According to the new legislation, power generation from lignite and hard coal, accounting for 28 percent of gross electricity generation in 2019, shall be stopped by 2038. While lignite operators will receive €4.35 billion in compensation, further compensation to hard coal operators will be determined and distributed through auctions. In addition, coal regions will receive €40 billion in structural aid.
In a reaction, Ottmar Edenhofer, Director of the Potsdam Institute for Climate Impact Research (PIK), frowned at the compensations, adding that shutting down the power stations could have been achieved more cheaply
Edenhofer, who is also of the Mercator Research Institute on Global Commons and Climate Change (MCC), said: “It is good that a timetable to phase out coal in Germany has now been adopted. However, the government unnecessarily ramps up the cost: the high direct payments to power plant operators, compensating for shutdowns, are wrong. They undermine the polluter-pays principle, wherein anyone causing emissions should pay accordingly.
Now the person who ceases to cause emissions is rewarded financially. This is why operators have kept some power plants on the grid longer than is economically feasible – so that they can now collect compensation payments.”
According to him, it would have been better if German policy had designed the billion-euro coal phase-out project around a market-based core.

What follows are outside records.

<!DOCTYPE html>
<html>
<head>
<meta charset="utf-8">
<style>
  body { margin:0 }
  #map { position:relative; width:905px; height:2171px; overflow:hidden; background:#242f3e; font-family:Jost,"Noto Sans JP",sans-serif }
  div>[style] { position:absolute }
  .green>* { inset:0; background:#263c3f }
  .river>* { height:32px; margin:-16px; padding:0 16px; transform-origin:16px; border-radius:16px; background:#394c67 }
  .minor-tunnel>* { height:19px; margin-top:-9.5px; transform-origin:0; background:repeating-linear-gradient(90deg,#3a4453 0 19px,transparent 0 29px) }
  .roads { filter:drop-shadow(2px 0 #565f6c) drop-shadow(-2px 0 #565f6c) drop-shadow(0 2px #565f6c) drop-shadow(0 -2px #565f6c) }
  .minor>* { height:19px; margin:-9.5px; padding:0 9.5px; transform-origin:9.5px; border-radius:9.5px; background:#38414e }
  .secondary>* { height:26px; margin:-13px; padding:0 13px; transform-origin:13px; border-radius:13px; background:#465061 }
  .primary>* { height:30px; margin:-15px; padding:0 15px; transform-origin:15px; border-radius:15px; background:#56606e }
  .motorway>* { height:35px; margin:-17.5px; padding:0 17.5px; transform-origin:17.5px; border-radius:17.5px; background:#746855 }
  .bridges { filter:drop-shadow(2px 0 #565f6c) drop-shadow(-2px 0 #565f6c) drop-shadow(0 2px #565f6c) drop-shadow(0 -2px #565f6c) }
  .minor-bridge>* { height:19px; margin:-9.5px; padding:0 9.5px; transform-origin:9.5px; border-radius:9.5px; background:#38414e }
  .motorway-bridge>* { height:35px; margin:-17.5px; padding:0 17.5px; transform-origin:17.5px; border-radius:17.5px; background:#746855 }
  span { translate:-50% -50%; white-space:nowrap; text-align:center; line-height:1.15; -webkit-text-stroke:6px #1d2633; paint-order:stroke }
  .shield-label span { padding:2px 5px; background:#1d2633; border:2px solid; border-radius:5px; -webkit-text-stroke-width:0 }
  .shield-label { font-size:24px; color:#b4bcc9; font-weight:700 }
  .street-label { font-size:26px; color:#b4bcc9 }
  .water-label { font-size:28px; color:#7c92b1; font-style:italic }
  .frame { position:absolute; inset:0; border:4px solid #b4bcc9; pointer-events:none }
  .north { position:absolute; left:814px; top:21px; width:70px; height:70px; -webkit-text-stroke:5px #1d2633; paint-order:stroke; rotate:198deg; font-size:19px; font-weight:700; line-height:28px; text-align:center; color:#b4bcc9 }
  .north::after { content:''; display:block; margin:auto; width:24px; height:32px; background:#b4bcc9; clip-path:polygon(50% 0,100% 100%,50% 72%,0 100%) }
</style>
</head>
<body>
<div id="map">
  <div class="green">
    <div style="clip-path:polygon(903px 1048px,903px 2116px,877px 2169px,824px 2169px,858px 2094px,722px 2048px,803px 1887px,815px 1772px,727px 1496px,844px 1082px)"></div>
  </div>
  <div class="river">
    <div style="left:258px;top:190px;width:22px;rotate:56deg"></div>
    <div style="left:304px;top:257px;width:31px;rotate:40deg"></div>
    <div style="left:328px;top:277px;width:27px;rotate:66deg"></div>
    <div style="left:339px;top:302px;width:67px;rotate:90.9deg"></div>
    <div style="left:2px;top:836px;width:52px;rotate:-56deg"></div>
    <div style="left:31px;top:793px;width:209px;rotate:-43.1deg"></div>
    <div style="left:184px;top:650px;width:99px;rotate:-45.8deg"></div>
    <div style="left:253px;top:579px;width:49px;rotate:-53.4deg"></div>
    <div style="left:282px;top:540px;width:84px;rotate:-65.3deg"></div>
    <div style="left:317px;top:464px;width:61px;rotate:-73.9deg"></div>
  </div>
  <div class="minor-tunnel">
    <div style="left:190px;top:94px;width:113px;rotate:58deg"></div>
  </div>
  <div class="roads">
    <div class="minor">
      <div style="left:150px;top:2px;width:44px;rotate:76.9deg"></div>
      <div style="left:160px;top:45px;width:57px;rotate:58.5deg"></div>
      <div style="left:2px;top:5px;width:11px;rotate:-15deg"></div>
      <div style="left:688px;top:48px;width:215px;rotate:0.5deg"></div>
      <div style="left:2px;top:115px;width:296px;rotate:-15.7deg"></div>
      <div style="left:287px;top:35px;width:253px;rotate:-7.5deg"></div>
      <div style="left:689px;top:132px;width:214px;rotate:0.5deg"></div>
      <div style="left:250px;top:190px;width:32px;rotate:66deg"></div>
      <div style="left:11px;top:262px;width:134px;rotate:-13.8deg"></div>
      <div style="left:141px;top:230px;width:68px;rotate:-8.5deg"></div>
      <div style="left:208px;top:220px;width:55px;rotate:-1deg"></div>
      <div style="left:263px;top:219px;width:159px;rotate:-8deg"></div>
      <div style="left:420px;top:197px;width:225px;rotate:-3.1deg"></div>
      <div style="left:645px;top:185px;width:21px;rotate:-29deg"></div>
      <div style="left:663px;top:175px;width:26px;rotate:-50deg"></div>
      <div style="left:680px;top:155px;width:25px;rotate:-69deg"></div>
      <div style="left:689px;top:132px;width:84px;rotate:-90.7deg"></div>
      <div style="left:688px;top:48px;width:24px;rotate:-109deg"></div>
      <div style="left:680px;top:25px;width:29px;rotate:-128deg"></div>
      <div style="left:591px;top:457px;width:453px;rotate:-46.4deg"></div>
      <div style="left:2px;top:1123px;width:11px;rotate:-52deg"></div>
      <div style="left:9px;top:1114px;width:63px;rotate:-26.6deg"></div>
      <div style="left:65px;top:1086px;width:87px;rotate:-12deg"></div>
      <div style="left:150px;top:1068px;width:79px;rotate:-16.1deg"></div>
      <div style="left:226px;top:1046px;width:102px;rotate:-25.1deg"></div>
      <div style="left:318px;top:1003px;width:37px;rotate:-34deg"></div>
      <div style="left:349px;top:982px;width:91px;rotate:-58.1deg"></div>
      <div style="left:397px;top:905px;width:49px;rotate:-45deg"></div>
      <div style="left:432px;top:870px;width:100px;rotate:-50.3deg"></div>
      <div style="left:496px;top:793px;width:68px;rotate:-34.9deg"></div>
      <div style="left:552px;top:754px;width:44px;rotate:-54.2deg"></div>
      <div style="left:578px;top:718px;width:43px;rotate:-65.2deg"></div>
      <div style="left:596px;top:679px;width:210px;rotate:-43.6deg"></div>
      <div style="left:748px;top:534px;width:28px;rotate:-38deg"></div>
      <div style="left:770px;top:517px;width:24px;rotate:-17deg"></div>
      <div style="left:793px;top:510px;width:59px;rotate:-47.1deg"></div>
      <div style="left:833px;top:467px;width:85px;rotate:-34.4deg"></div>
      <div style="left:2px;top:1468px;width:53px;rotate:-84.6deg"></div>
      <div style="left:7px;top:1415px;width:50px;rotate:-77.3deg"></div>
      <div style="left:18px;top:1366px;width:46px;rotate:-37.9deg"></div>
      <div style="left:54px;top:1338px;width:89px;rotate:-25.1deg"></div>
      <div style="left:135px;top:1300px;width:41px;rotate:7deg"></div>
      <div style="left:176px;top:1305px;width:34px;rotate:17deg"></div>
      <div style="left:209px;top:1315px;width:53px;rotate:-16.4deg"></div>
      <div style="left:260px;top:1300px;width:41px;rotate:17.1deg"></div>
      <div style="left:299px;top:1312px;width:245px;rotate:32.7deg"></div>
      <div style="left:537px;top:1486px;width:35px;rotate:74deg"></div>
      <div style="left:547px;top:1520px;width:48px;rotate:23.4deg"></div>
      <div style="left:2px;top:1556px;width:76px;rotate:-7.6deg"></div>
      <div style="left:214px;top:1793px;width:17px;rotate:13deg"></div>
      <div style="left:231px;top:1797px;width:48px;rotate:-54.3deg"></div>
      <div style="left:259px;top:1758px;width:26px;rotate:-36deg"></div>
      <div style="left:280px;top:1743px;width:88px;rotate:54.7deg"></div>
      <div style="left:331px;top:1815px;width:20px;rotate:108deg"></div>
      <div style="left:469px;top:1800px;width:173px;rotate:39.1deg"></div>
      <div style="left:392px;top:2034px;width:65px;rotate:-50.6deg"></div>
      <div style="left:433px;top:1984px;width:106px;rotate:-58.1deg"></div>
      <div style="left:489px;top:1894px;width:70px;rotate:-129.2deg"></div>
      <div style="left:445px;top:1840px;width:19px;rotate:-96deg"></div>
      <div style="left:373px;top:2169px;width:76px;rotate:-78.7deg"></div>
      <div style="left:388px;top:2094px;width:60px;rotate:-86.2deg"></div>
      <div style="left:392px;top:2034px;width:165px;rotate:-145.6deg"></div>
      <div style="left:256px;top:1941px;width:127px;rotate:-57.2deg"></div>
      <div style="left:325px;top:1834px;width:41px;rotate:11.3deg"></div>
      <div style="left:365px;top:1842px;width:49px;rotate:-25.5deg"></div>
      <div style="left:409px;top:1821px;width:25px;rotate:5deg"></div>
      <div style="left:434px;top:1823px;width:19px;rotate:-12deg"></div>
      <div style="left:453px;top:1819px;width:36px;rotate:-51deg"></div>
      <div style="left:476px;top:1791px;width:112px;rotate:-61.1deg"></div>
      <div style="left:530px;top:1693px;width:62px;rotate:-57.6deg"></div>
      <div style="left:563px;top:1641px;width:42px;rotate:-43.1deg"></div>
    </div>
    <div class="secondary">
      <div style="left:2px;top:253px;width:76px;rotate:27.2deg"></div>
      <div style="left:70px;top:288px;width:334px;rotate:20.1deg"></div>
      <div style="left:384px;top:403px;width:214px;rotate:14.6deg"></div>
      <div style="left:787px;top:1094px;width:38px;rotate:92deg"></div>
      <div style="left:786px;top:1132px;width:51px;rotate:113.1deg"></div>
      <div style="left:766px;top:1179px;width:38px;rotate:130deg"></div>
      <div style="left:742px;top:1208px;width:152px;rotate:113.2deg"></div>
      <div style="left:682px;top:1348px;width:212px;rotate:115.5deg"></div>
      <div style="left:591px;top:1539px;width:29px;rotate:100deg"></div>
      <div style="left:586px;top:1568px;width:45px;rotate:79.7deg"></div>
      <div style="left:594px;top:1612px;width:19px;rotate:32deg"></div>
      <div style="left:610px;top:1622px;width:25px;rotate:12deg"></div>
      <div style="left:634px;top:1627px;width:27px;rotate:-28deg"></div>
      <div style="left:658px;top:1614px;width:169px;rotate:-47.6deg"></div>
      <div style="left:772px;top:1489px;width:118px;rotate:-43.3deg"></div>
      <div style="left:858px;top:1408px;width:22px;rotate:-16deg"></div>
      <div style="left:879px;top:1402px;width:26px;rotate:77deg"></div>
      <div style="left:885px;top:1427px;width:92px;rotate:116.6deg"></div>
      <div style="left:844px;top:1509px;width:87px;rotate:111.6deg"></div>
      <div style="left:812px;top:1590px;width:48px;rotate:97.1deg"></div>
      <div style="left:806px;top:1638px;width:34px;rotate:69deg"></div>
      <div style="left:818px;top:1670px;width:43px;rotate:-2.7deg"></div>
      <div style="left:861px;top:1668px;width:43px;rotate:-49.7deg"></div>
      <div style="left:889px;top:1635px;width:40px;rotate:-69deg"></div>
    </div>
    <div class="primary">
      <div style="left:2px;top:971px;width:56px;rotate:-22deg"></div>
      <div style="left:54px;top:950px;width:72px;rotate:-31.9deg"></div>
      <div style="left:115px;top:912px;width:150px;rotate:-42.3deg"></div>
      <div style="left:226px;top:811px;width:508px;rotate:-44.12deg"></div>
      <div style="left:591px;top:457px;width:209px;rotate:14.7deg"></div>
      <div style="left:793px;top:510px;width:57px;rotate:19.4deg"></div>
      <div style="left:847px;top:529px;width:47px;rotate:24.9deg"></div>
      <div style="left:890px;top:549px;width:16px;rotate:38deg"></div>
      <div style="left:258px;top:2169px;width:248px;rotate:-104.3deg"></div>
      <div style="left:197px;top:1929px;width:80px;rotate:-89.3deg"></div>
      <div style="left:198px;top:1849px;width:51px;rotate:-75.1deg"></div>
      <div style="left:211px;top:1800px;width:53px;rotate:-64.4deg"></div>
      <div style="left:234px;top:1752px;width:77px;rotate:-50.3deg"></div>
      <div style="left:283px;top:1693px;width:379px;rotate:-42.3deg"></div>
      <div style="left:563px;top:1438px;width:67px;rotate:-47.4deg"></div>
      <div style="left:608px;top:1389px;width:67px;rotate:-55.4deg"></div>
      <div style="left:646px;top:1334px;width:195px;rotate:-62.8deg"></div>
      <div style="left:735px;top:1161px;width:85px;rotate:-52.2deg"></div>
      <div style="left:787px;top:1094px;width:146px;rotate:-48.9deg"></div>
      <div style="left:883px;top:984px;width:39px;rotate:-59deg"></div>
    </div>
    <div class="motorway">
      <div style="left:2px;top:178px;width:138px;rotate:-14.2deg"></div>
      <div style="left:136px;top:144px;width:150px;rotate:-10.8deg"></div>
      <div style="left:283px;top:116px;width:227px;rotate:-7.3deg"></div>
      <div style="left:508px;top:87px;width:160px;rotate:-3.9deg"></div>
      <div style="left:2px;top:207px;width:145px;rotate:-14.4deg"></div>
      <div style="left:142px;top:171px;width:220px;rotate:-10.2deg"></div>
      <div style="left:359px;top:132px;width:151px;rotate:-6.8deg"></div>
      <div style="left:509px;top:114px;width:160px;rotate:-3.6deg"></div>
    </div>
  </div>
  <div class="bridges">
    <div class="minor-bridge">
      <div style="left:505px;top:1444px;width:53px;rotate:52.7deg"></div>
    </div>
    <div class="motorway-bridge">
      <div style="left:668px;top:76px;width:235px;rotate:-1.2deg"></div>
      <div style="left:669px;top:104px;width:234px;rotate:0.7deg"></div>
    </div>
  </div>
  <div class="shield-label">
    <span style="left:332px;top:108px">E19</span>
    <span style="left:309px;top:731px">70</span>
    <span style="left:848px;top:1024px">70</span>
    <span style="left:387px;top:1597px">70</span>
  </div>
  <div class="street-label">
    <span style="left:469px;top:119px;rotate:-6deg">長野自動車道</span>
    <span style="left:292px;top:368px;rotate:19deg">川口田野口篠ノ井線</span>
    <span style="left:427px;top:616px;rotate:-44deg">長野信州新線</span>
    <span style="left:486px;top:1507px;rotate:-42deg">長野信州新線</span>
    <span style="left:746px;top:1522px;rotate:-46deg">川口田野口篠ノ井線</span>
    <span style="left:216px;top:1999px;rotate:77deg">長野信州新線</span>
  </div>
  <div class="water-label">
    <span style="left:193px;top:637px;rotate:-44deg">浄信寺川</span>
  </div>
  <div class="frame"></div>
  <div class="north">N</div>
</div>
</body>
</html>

His words: “Structural aids for the coal regions are important because they help to finance new jobs – but when it comes to the phase-out itself, politicians should have relied on the carbon price. Everything would have been much cheaper. We saw last year that the rising prices in emissions trading led to a decline in coal-fired power generation. A minimum price would have displaced coal without having to pay expensive compensation.
“The way the German coal phase-out is reflected in European emissions trading also remains unsatisfactory. In principle, the government wants to cancel the respective certificates and take them off the market. However, the amount of CO2 that is effectively saved can only be determined with great uncertainty.
“Thus, some of the certificates might be used elsewhere, which would counteract the climate effect of the coal phase-out. There is a simple solution to rule out this so-called waterbed effect and at the same time prevent uncoordinated action by national governments regarding the certificates: a sufficiently high European minimum price in emissions trading.”